STORY: India’s tropical state of Kerala has a message for residents: avoid eating fruit clawed or bitten by bats.
The warning is meant to prevent further outbreaks of the deadly Nipah virus, which is finding new and worrying pathways from bats directly to humans, as rapid urbanization encroaches ever further into once-remote breeding grounds.
In 2018, the Nipah virus killed Muthalib’s family members, including his father and two brothers.
His older brother Sabith was rushed to hospital first with fever, vomiting, delirium, tremors and violent coughing.
It took nearly two weeks after his death for doctors to realize what had killed him.
By then, another 22 people had become infected with Nipah virus. Only two of them survived.
But how did Sabith, the first to get sick, come down with Nipah?
A search of his family’s neighborhood led to a colony of flying foxes, a common fruit bat.
Some of the bats tested positive for Nipah.
(Muthalib) "We had many guava trees at home, as my father used to grow different varieties of them.So we had many varieties of guavas in our land itself. We used to have those fruits when they fell down. It is a common thing in our area that we have fruits like mango and all. We don’t eat mangoes if they have bite marks, but guavas, we eat after removing that part."
Fruits are just one theory offered by scientists of how Sabith became infected.
Nipah can infect people when they come into contact with fluids containing the virus: saliva, urine, blood and nasal or respiratory droplets.
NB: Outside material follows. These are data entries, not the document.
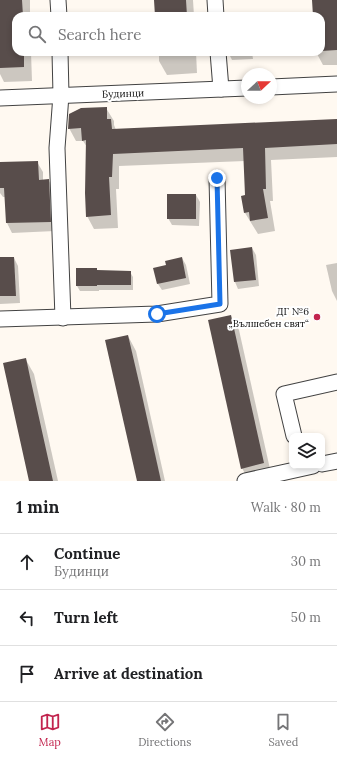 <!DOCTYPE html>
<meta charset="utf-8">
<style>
body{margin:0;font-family:Lora,serif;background:#f2f2f2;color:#202124}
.controls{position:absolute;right:12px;bottom:12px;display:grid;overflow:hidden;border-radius:8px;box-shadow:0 2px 6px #0003}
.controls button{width:36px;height:36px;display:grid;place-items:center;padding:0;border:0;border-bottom:1px solid #e0e0e0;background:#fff;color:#202124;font:20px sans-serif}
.compass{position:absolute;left:241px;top:68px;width:36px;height:36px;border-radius:50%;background:#fff;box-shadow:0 2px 6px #0003;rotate:68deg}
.stop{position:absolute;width:12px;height:12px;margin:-9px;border:3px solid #1a73e8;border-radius:50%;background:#fff}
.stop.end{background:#1a73e8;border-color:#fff;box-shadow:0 1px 4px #0008}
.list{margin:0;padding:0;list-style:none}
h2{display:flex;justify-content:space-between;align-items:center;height:52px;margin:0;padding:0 16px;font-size:17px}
h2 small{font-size:13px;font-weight:400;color:#757577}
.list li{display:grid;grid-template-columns:26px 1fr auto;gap:12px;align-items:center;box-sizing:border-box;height:56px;padding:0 16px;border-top:1px solid #e0e0e0}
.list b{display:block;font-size:15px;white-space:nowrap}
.list p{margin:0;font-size:13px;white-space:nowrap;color:#757577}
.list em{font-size:13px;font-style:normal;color:#757577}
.icon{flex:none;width:22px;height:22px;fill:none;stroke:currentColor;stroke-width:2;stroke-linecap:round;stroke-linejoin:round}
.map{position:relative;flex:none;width:337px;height:481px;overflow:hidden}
.search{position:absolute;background:#fff;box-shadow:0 2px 6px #0003;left:12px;right:12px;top:12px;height:44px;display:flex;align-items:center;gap:10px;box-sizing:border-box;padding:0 14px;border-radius:12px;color:#757577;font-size:15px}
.sheet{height:220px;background:#fff}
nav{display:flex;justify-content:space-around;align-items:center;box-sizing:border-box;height:56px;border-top:1px solid #e0e0e0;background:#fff;font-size:11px;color:#757577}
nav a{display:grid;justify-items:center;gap:2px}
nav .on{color:#c2244e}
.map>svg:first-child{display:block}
</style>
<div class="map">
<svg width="337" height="481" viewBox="0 0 337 481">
<rect width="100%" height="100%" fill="#fff9f1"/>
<!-- shadow -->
<g fill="#0003">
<path d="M0 0H30V16H16V52H31L32 81 4 82 0 74Z"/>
<path d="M155 0H193L194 16H156Z"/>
<path d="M313 0H337V65H323L316 52H321V16H314Z"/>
<path d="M159 52H196L197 73 167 75 159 61Z"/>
<path d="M228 52H252L253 59 232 60Z"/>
<path d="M106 108 114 121V125L116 130 337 120V157L271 160 273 201H270L275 231 258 234 245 213 246 196 245 161 119 166V189H116L118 228 94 229 87 216V147L83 141H76L69 128Z"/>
<path d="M37 162 43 172V181H49L54 190 55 231 12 233 7 223 6 197H3L0 193V163Z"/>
<path d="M196 195 200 202 199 226 172 225 168 218Z"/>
<path d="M252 248 256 255 259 286 238 289 235 282 231 251Z"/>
<path d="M14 258 18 266 20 303 0 304V259Z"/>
<path d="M182 258 186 265 190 284 162 290 158 284 167 266Z"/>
<path d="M337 263V301L332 291 326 265Z"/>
<path d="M97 271 130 272 133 277V290H99V291H80L77 286Z"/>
<path d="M230 316 239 330 272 478 249 481 242 468Z"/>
<path d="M128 336 136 351 165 481H138Z"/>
<path d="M26 360 34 374 58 481H30Z"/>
</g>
<!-- building -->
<g fill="#584d4b">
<path d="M0 0H22L23 16H16V52H24V67L0 68Z"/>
<path d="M154 0H186L187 16H155Z"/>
<path d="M312 0H337V50L321 51V16H313Z"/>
<path d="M107 107V119H111L112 129 337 119V144L265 148 266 189H263L268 218 250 221 249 212 244 213 241 196 245 195 243 148 113 154 112 177H109L111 215 86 217 85 193 86 140 82 141 81 128 68 129 69 114 81 108Z"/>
<path d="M38 161 39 180 49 179 51 222 6 223 4 188H0V162Z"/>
<rect x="167" y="194" width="29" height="25"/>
<path d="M252 247 256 280 234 282 230 250Z"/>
<path d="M0 257H14L16 296H0Z"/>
<path d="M182 257 186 278 157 284 153 268 166 265 165 261Z"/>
<path d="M76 268H97V270L131 271V285H97V286H76Z"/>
<path d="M231 315 264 463 241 469 208 320Z"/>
<path d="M128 335 141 391 161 481H137L105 340Z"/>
<path d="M26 358 30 377 53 481H29L3 363Z"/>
</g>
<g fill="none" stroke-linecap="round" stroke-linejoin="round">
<defs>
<g id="minor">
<path d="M58 0 59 16"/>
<path d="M215 0 216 16"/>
<path d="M60 52 61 95 57 148 63 318"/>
<path d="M218 52 221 89"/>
<path d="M271 87 337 84"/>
<path d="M0 98 247 88"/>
<path d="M0 319 157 314 220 304 217 178"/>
<path d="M294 436 284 394 337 382"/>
<path d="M322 464 337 461"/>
<path d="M245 481 313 466"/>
</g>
</defs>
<!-- minor casing -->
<use href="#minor" stroke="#424242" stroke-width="17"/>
<!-- minor -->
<use href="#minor" stroke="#fff" stroke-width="15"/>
</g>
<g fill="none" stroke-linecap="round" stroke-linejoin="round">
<!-- route -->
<path stroke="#1a73e8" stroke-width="5" d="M157 314 220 304 217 178"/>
</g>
<!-- markers -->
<circle fill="#c2244e" stroke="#fff" stroke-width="1.5" cx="317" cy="317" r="4"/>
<g text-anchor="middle" stroke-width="4" stroke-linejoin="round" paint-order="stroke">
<!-- street labels -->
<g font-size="10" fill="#0f0f0f" stroke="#fff">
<text transform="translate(123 93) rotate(-2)" y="4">Будинци</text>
</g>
<!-- poi labels -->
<g font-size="10" fill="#0f0f0f" stroke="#fff" text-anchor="end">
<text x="309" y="315">ДГ №6<tspan x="309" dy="12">„Вълшебен свят“</tspan></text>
</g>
</g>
</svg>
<div class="controls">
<button><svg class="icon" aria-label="layers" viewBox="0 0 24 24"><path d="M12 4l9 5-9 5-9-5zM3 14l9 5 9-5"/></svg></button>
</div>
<svg class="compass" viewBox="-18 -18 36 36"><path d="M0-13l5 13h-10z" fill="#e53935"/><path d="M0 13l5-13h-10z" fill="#757577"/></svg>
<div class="stop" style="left:157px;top:314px"></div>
<div class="stop end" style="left:217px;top:178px"></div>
<div class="search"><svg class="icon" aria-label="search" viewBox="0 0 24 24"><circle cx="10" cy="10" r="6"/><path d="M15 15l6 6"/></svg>Search here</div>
</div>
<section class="sheet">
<h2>1 min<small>Walk · 80 m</small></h2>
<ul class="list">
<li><svg class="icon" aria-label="ahead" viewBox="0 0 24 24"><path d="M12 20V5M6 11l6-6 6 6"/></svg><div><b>Continue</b><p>Будинци</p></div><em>30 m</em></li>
<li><svg class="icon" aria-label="left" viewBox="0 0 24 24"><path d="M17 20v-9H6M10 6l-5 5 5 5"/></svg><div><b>Turn left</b></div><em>50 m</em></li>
<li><svg class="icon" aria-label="arrive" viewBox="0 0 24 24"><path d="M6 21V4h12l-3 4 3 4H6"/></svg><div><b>Arrive at destination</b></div></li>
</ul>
</section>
<nav>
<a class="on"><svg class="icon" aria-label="map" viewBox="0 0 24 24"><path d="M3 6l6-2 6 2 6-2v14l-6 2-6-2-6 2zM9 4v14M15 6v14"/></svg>Map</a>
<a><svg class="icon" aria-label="directions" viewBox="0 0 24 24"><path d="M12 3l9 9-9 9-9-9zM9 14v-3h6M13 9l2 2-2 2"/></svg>Directions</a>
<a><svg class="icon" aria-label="saved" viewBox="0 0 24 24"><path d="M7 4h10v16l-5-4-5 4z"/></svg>Saved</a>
</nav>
There is no vaccine to prevent infection, and no known cure.
It’s considered one of the most dangerous pathogens circulating in the wild and is on the World Health Organization's short list of pathogens with epidemic potential.
(Veena George, Kerala Minister for Health and Family Welfare)
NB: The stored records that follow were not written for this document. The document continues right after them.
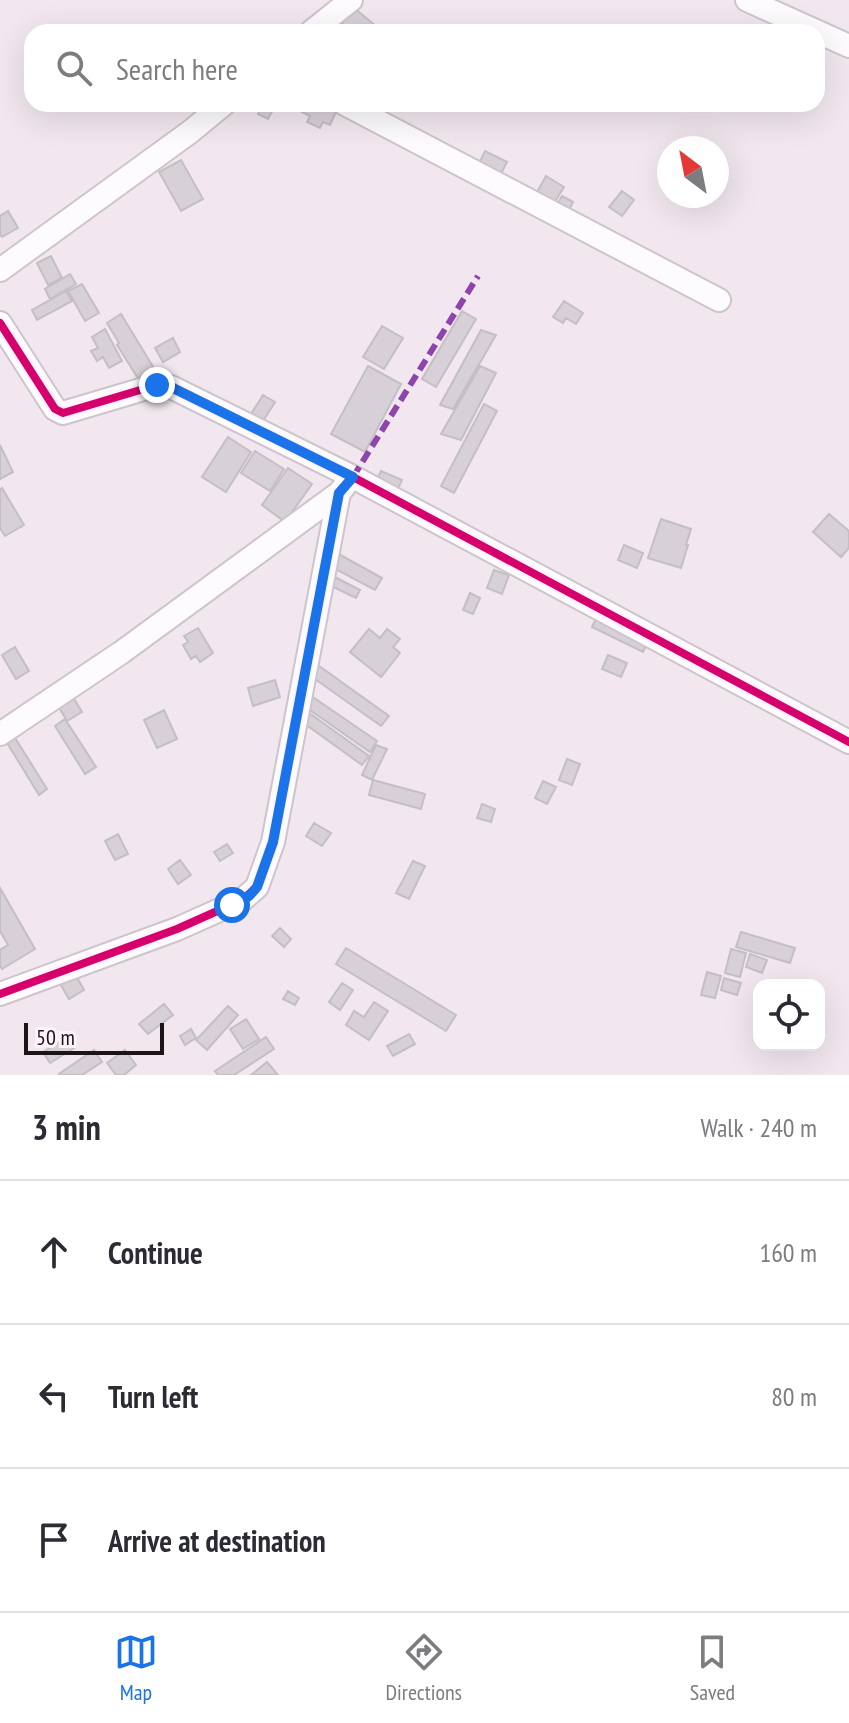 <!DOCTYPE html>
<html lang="en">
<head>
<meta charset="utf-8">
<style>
	:root { --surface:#fff; --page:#f7f7f7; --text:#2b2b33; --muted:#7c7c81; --line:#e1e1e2; --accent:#1a73e8 }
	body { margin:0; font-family:"PT Sans Narrow",sans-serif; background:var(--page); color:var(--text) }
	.controls { position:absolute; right:24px; bottom:24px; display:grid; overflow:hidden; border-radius:16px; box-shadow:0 8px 32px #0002 }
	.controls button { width:72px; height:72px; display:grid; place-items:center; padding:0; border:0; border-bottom:2px solid var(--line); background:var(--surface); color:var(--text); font:40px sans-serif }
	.compass { position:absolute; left:657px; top:136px; width:72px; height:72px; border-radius:50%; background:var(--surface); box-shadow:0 8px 32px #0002; rotate:328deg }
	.scale { position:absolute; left:24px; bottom:20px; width:140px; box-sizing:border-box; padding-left:8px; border:4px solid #1b1419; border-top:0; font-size:22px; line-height:28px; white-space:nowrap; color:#1b1419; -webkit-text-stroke:6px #fff3fb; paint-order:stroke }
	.stop { position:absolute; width:24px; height:24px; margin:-18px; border:6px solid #1a73e8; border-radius:50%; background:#fff }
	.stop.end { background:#1a73e8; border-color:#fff; box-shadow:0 2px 8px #0008 }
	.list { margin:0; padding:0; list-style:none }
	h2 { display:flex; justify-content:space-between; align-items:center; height:104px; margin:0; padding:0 32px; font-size:34px }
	h2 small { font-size:26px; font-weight:400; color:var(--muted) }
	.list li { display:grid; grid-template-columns:52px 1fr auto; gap:24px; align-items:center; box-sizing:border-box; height:144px; padding:0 32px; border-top:2px solid var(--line) }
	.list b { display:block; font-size:30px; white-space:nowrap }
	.list em { font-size:26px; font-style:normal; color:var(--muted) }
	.icon { flex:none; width:44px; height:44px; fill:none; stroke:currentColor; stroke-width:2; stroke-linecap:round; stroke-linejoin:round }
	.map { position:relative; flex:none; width:849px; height:1075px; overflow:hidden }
	.search { position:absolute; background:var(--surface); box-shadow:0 8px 32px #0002; left:24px; right:24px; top:24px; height:88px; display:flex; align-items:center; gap:20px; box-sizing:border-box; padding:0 28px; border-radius:24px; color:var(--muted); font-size:30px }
	.sheet { height:536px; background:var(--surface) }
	nav { display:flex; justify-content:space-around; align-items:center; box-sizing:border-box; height:112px; border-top:2px solid var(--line); background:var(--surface); font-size:22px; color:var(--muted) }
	nav a { display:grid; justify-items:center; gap:4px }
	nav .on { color:var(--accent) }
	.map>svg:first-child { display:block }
	.building { fill:#d7d0d7; stroke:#c4bec5; stroke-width:2 }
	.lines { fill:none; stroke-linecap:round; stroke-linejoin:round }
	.minor-casing { stroke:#cdc5cb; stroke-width:26 }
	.minor { stroke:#fdfbfd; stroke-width:22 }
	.quiet { stroke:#8e44ad; stroke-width:6; stroke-dasharray:12 6; stroke-linecap:butt }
	.cycleway-casing { stroke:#fff3fb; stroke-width:13 }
	.cycleway { stroke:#d6006c; stroke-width:8 }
	.route { stroke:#1a73e8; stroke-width:10 }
</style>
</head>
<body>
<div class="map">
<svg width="849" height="1075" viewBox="0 0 849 1075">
	<rect width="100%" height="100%" fill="#f2e7ef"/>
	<!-- building -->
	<path class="building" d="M353,7L383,32H352L341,22Z
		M264,104L275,106L268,119L258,114Z
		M286,104H321L336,112L330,125L323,122L320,128L307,122L310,116Z
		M485,151L507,162L501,174L479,163Z
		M181,160L203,199L181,211L159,172Z
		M546,176L564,187L551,208L534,198Z
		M622,191L634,200L622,216L609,207Z
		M562,196L573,202L566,216L554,210Z
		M8,211L18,228L2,237L0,234V216Z
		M51,256L62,278L48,285L37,263Z
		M70,274L76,284L50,299L45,289Z
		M82,284L99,313L85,321L68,291Z
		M66,291L72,301L37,320L32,310Z
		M564,301L583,313L576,324L566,318L563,323L553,317Z
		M462,311L476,319L436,387L422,379Z
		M121,314L155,370L139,380L117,345L119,343L107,323Z
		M382,326L403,338L384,369L363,357Z
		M105,329L122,361L109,368L103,357L97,361L91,351L98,348L92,337Z
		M481,330L496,335L453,409L440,405Z
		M173,338L180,352L163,362L155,348Z
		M368,366L401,384L365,452L331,434Z
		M480,366L496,373L461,440L441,434Z
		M263,395L275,402L258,429L246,422Z
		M484,404L497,411L454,493L441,486Z
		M228,437L251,452L226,492L202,477Z
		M0,445L13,472L0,479Z
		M255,451L284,469L270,491L241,473Z
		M288,468L312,484L285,522L262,505Z
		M381,471L402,480L396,493L375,484Z
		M2,488L24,525L5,536L0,528V490Z
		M829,514L849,531V548L841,557L813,532Z
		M661,519L691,529L686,545H688L681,568L648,558Z
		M624,545L643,553L637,568L618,560Z
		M335,552L382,578L375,590L328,565Z
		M494,570L509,575L502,594L487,588Z
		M327,573L360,590L356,598L323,582Z
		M470,593L480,598L473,614L463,610Z
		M597,616L648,642L643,652L592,627Z
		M198,628L213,653L200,662L196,656L191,659L183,645L188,642L184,636Z
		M369,629L380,638L387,629L400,639L393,647L400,653L381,677L350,652Z
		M15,647L29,671L16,679L2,655Z
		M608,655L627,663L621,677L602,669Z
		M315,663L389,716L381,726L308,674Z
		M275,680L280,697L253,706L248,688Z
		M304,691L377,741L370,752L304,706Z
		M73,697L82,712L67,721L58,706Z
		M164,710L177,739L157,748L144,720Z
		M305,710L369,756L362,765L298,719Z
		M65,719L96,767L85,774L55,726Z
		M12,733L47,789L39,795L4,738Z
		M376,745L387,749L372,780L362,775Z
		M567,759L580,764L572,785L559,780Z
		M373,780L425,794L421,809L369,795Z
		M543,781L556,787L547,804L535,798Z
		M482,804L495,809L491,822L477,818Z
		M314,823L331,833L322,846L306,836Z
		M118,834L128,854L115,860L105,841Z
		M227,844L233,853L220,861L214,852Z
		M180,860L191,875L178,884L168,869Z
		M413,861L425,866L409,899L396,893Z
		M0,888L35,949L2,969L0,966V950L8,945L0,931Z
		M280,928L291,939L284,947L272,936Z
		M741,932L795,948L790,963L736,947Z
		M346,948L456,1015L446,1031L336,964Z
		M731,949L746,953L740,977L725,973Z
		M750,954L767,960L762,973L746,967Z
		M707,972L721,976L715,998L701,995Z
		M75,974L84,990L69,999L59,982Z
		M724,978L741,983L737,995L721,990Z
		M342,983L353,990L340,1010L329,1002Z
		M288,991L299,998L295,1005L283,999Z
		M374,1002L388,1011L369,1040L346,1025L354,1011L364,1017Z
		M164,1004L173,1015L148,1034L139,1024Z
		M228,1006L238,1015L207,1050L196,1040Z
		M246,1019L259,1039L243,1049L230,1029Z
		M191,1029L196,1038L185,1045L180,1036Z
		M409,1034L415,1044L393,1056L387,1046Z
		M69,1036L76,1047L50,1063L43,1052Z
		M266,1037L274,1049L234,1075H218L215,1071Z
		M94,1050L102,1062L82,1075H60L59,1074Z
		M125,1050L136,1065L124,1075H116L107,1063Z
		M267,1062L278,1075H251Z"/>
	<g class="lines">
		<!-- minor casing -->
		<g class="minor-casing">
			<path id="minor" d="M747,0L849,46
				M311,32L351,0
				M345,104L719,300
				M0,270L190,132L224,104
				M0,323L55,409L63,413L157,385L171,387L353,477L849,742
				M0,734L122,652L339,493L344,487
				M0,994L177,929L242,900L257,887L273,842L339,493"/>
		</g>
		<!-- minor -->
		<use href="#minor" class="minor"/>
		<!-- quiet -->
		<path class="quiet" d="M353,477L478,276"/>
		<!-- cycleway casing -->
		<g class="cycleway-casing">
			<path id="cycleway" d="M0,323L55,409L63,413L157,385L171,387L353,477L849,742
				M0,994L177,929L242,900L257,887L273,842L339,493"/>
		</g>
		<!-- cycleway -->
		<use href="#cycleway" class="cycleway"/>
	</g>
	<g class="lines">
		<!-- route -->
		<path class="route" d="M157,385L171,387L353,477L339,493L273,842L257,887L249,896L232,905"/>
	</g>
</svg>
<div class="controls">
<button><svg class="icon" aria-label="locate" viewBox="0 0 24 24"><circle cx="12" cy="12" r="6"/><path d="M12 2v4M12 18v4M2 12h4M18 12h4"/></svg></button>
</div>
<svg class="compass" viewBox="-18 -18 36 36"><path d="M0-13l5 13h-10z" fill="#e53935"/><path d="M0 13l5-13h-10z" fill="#7c7c81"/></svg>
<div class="scale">50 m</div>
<div class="stop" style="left:232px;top:905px"></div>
<div class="stop end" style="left:157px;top:385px"></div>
<div class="search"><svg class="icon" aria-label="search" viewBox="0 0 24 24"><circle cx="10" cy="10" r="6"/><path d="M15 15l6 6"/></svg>Search here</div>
</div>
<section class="sheet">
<h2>3 min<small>Walk · 240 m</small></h2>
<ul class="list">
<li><svg class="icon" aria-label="ahead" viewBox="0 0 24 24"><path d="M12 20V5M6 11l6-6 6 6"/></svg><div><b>Continue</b></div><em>160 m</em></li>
<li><svg class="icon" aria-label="left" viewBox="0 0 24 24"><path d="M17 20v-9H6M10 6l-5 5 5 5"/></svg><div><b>Turn left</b></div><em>80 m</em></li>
<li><svg class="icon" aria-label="arrive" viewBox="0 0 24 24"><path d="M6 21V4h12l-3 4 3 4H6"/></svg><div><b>Arrive at destination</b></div></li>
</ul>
</section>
<nav>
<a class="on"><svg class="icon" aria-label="map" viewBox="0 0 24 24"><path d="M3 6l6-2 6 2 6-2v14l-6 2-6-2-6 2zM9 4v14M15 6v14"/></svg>Map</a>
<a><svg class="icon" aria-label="directions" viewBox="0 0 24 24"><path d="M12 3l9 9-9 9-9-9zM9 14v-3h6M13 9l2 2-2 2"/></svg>Directions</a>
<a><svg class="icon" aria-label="saved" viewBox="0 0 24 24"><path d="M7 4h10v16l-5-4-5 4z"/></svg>Saved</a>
</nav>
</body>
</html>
"The fatality rate with Nipah is very high, it is from 70-100%. And the mortality, the fatality rate of Nipah virus is much higher than COVID.”
The 2018 outbreak underscored the fast and aggressive path the pathogen can take.
Reuters analyzed conditions that make outbreaks like this one possible and found that by the time Sabith fell ill, this corner of India had become one of the likeliest places on Earth for a spillover to humans from bats.
We’ve dubbed places like this ‘jump zones’.
Reuters identified more than 9 million square kilometers in 113 countries where human alteration of bat habitats has created conditions that closely match those around past spillovers.
Kerala has some of the world’s riskiest jump zones.
It’s home to more than 40 species of bats and 35 million people.
Its forests, prime bat habitat, have been progressively cleared to make way for farming and development, creating ideal conditions for a virus like Nipah to emerge and infect people, often with lethal consequences.
And compared with prior known spillovers elsewhere in Asia, the outbreaks here have been particularly deadly, killing 90% of those infected.
Residents like Gokul Krishna say bats have become increasingly difficult to avoid.
Gokul says he cannot leave home without encountering them.
He caught and survived Nipah, but suffered memory loss and depression, long-lasting neurological problems shared by other Nipah survivors.
(Gokul Krishna, Nipah virus survivor)
"Yes. The big bats used to come to our courtyard. I had seen bite marks on the mangoes that fell down. Sometimes I would take those mangoes and throw them away to clean the pathway and leave my hands unwashed.”
India’s national government didn’t respond to Reuters phone queries or emails.
The press secretary for Kerala’s Chief Minister Pinarayi Vijayan emailed Reuters a statement citing the state’s efforts to mitigate spillover risk. The statement noted mapping of ecologically vulnerable areas and an initiative by two Indian universities to improve surveillance of animals and people for Nipah and other zoonotic viruses.
In Bangladesh – doctors pound the pavements with Nipah warnings.
Here though a different message: don’t drink raw date palm sap.
In early 2023, 7-year-old Soad Hossain died of Nipah…after drinking sap from a tree in his yard.
(Afroza Begum, Soad’s mother) “Doctors say he was attacked by the Nipah virus, and this is all we heard. My son is gone.”
Until people began getting sick from Nipah in Bangladesh, scientists had only seen the virus jump from bats to humans by way of an intermediary animal. It passed through pigs to infect people in a Malaysian outbreak.
Now, studies show that through the sap, the virus can infect people directly.
Despite warnings by public health officials to avoid drinking raw date palm sap, more than 160 have died since scientists discovered the connection in 2005.
Officials say some Bangladeshis, especially those who are illiterate, remain hard to reach despite the government’s public awareness campaigns.
(Mohammad Sanwar Hossain, Soad's father) “My son died. We will never get him back now. My advice to the others is that no one should drink date juice, especially not children.”